很惹眼。鸭少女被请为模特站在店门口,宣传“免费婚纱摄影”之类的活动。只消片刻,门前就聚了不下数十人。
“我们来照一张吧!”她从门口跑过来,不由分说,把梓兰连拉带扯拽进店里,开始选婚纱。
“喂!你有没有搞错!”梓兰甩开她。她一件件的挑选着,乐此不疲。
“这一件如何?”少女从展示架上取下一件华美得难以言喻的白色婚纱。
“小鸭子,你在抽风。”梓兰说得很不客气。
“嗯,你可以现在照完婚纱照,等结婚了,你老公再照一下,两张照片拼一下喽!”鸭少女笑得极其天真无邪,看来极其欠扁找揍。
“我走了。”
“别呀,不照相的话,听我讲个故事吧,我刚听来的!”鸭少女兴高采烈地说,丝毫没注意到梓兰有多么不悦。
“好,你讲吧。”
“在这家店旁边,有一条小巷子,明朝的时候,有个大户人家的府宅就在这里面。这户人家有个很漂亮的大小姐。在她和另一个大户人家的公子订婚后,怕嫁出去后会很想家,就在那深宅大院中到处玩儿,到处转悠,生怕把家里的一草一木看漏下。
“她走着走着,来到一扇小门前。那扇门她见过,但从来没打开过。她把门打开了。
“你知道她看见了什么吗?她看见了她命中注定要错过的人。
“本来她可以顺从父母之言嫁了,然后就此耗尽一生,在另一个深宅大院的宁静中安安静静的活着,直到老死,但这下,她不能了,因为不甘心了。

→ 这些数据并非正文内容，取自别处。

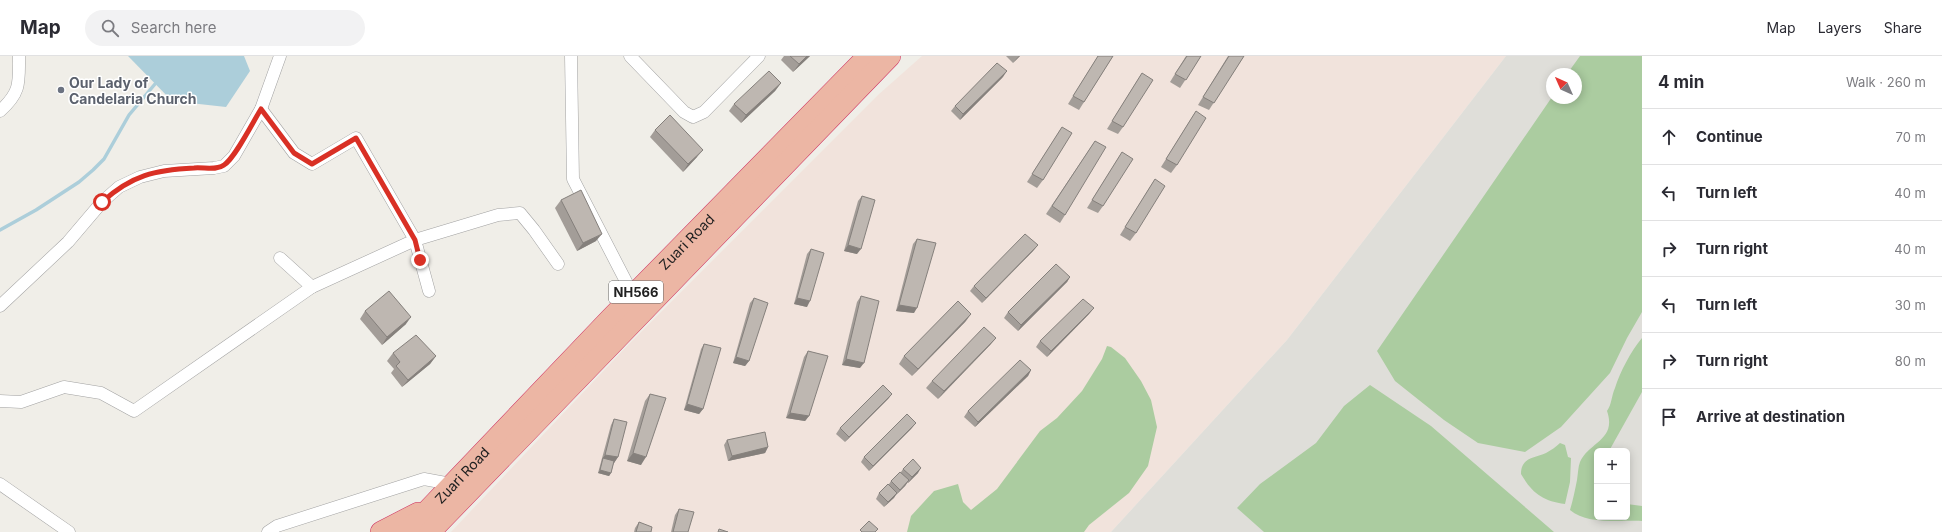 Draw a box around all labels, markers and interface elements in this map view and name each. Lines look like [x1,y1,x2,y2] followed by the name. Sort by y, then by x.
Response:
[85,10,365,46] search box
[20,16,61,39] text: Map
[99,17,121,39] icon: search
[131,18,216,37] text: Search here
[1767,19,1796,36] text: Map
[1818,19,1862,36] text: Layers
[1884,19,1922,36] text: Share
[1546,68,1582,104] north arrow
[1658,72,1704,92] text: 4 min
[69,74,196,107] place label: Our Lady of Candelaria Church
[1846,74,1926,90] text: Walk · 260 m
[56,85,66,95] marker: Our Lady of Candelaria Church
[1658,126,1680,148] icon: ahead
[1696,127,1763,146] text: Continue
[1896,129,1926,145] text: 70 m
[1658,182,1680,204] icon: left
[1696,183,1757,202] text: Turn left
[1894,185,1926,201] text: 40 m
[93,193,111,211] route start
[655,210,717,273] street label: Zuari Road
[1658,238,1680,260] icon: right
[1696,239,1768,258] text: Turn right
[1894,241,1926,257] text: 40 m
[411,251,429,269] route end
[609,281,663,303] road number: NH566
[1658,294,1680,316] icon: left
[1696,295,1757,314] text: Turn left
[1895,297,1926,313] text: 30 m
[1658,350,1680,372] icon: right
[1696,351,1768,370] text: Turn right
[1895,353,1926,369] text: 80 m
[1658,406,1680,428] icon: arrive
[1696,407,1845,426] text: Arrive at destination
[431,443,492,507] street label: Zuari Road
[1594,448,1630,520] map controls
[1594,448,1630,484] button: +
[1594,484,1630,520] button: − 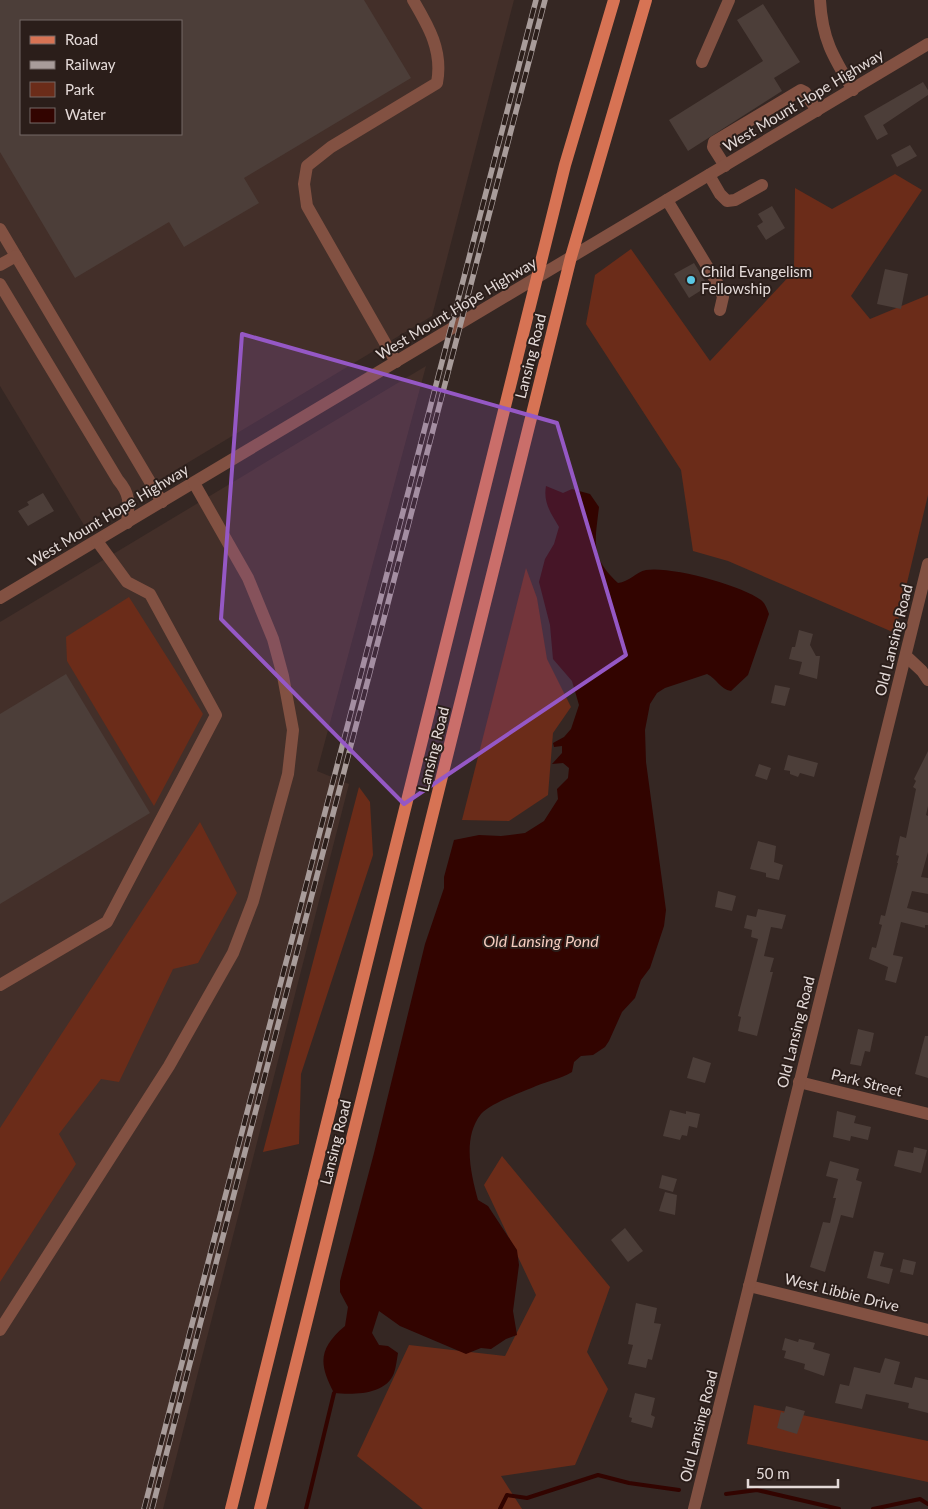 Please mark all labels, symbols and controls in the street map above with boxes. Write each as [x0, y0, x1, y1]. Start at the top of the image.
legend [20, 20, 182, 135]
text: Road [65, 30, 98, 48]
street label: West Mount Hope Highway [719, 45, 887, 155]
text: Railway [65, 55, 116, 73]
text: Park [65, 80, 95, 98]
text: Water [65, 105, 106, 123]
street label: West Mount Hope Highway [372, 253, 540, 363]
place label: Child Evangelism Fellowship [701, 262, 812, 297]
marker: Child Evangelism Fellowship [685, 274, 697, 286]
street label: Lansing Road [511, 312, 549, 400]
street label: West Mount Hope Highway [24, 460, 192, 570]
street label: Old Lansing Road [870, 582, 916, 698]
street label: Lansing Road [414, 705, 452, 793]
water label: Old Lansing Pond [483, 931, 599, 950]
street label: Old Lansing Road [772, 974, 818, 1090]
street label: Park Street [830, 1064, 905, 1100]
street label: Lansing Road [316, 1098, 354, 1186]
street label: West Libbie Drive [783, 1269, 901, 1315]
street label: Old Lansing Road [675, 1368, 721, 1484]
scale bar [748, 1456, 838, 1488]
text: 50 m [756, 1464, 790, 1482]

“然后她逃跑了,逃离她熟悉的一切和熟悉她的一切,谁都不知道她上哪儿去了。
“就是这样啦。”
少女说完,莞尔一笑。
梓兰听得一愣一愣的,像故事里的小鸭子似的,歪了歪头。
金广森笑道:“姥爷不擅长讲故事,你随便听一听。等你长大了,姥爷再讲别的故事给你吧。”
“那好,我们说定了,拉钩上吊一百年不许变。”
说着她伸出手指勾了勾。金广森又絮叨着说了些梓兰不懂的话。
梓兰默默记下小树的位置,临走前,她仿佛又在林间听到弹琴的声音。
春雪接梓兰回家的时候,梓兰的题还没有全部完成,张小玲模仿她的字迹填上了空缺的部分。昔日里严格要求学生的老师,竟然因为宠溺孩子做到如此地步,金广森不禁偷笑。
“就这一回。她的作业不多,而是课外班留的习题实在多。”
返程的途中,梓兰不止一次回想林中见到的画家。
这画家,当真存在过吗,或只是她午后迷路之间见到的幻觉?他画的那张速写被姥爷拿去了,如今已没有对证。
“妈妈,我给姥爷的回忆录画插画了。姥爷说我画得可好了,他会去打印店扫描了,印到回忆录里边。”
“是吗,他写回忆录了?也好,能锻炼思维。”春雪似乎无视了梓兰提起的画画的事。
梓兰又恢复成了沉默寡言的样子。当想要说话的时候无人倾听,人也就渐渐不愿多说了。
梓兰平平静静地念着书,在父亲的暗中支持下学着画。有时候,父亲会帮助她把得意的作品扫描,发给春海,春海抽时间帮金广森做些排版的工作。
“谢谢舅舅,我和妈妈不能经常回去,姥姥姥爷多谢你照顾。”梓兰给舅舅春海打电话,一板一眼地致谢。
“没事儿,一家人不说谢谢。你姥爷啊,写东西可带劲儿了,现在还在往外面投稿呢。你的画,他还给台里原来的同事看了,都说好。你可要加油啊,咱家就你这么一个会画画的。别看你妈妈书念得好,搞艺术那可不行。你也是全家的希望,知道不?”
“是,谢谢舅舅!”梓兰听不出大人说的是实话还是安慰她,只觉得高兴。
到了高中,梓兰毅然决然选了读文科。一方面,要走美术生的道路,高校通常是招收文科生的。另一方面,她的数学成绩像坐滑梯一样,年级越高越不像样子,物理化学也少有及格的时候,若是学理科,只怕没有考上大学的希望了。
她在高中的生活有了些自主权。学校里有多个社团,她一面在绘画社当扛把子,一面加入了音乐社,零基础学吉他。学吉他,首先就要把指甲都剪了,她狠下心来,终于做到了。